My musical roots go back to classical (Western orchestral) and folk music (especially fiddle tunes). Much of this I owe to my dad, Dr. Will Schmid, author of over 50 music books for Hal Leonard and Silver, Burdett & Ginn and other publishers, past president of the Music Educators National Conference and longtime music professor at the University of Wisconsin-Milwaukee.
An equal debt is owed to my mom, Ann Schmid, who organized the Stringalong Weekends folk music workshops for some 25 years. In 2015, she received the “Annual Folk Tradition in the Midwest Lifetime Award” from the Folk Alliance Region Midwest, an award that reflects what the Stringalongs and all her work has meant to folk musicians across the Midwest.
My dad’s focus is his World Music Drumming organization and curriculum, which his website worldmusicdrumming.com says is in “over 20,000 schools worldwide.”
My parents brought me and my brothers up playing violin in orchestras and at folk music workshops, things called “Pickin & Grinnin.” We occasionally, begrudgingly, dressed up in red vests and held violins (pictured, at right).

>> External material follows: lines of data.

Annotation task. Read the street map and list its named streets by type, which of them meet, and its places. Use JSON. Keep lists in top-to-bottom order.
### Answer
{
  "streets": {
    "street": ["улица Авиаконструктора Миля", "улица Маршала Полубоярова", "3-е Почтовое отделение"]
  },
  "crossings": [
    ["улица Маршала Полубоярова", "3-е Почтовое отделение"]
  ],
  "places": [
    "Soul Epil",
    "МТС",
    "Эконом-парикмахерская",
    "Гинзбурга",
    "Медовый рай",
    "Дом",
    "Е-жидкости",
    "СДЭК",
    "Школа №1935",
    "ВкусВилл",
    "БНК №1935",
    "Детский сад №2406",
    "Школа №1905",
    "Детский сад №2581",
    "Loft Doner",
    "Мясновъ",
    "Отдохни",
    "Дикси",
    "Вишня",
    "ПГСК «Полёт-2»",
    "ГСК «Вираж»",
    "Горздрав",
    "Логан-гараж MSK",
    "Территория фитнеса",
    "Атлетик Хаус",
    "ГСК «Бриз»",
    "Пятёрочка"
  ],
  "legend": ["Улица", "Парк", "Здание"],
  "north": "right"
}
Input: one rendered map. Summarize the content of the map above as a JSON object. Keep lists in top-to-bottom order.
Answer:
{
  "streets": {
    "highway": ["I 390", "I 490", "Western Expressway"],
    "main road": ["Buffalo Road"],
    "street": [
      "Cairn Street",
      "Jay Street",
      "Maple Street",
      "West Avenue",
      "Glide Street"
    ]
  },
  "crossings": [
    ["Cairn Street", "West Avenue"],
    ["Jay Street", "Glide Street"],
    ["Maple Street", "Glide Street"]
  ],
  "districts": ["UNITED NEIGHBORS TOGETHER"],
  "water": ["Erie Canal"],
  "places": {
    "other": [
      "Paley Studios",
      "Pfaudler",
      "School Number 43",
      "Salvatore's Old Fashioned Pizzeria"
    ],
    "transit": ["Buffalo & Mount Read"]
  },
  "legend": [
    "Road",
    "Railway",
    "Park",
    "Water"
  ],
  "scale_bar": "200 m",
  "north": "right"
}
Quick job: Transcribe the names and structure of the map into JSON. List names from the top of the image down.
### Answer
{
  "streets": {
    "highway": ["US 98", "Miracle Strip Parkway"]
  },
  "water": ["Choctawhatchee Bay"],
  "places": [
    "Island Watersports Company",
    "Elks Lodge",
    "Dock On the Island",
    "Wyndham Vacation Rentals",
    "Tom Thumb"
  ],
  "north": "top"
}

I still have a long scar on my left (fingering) hand that I got from running across a large conference room at a Pickin’ & Grinnin’ and breaking a window as a very young child. The story my parents tell is that, because we were in rural Wisconsin and it was a weekend night, the only doctor that could be found to stitch my hand back together was called away, somewhat tipsy, from a cocktail party. I can’t open my left hand as far as my right to this day, but like all good scars, it’s a reminder to me of my childhood — and I had many happy times at those Pickin & Grinnins, listening to talented fiddle players like Peter Knupfer, soaking up music that was so different from the classical world I inhabited back in the big cities.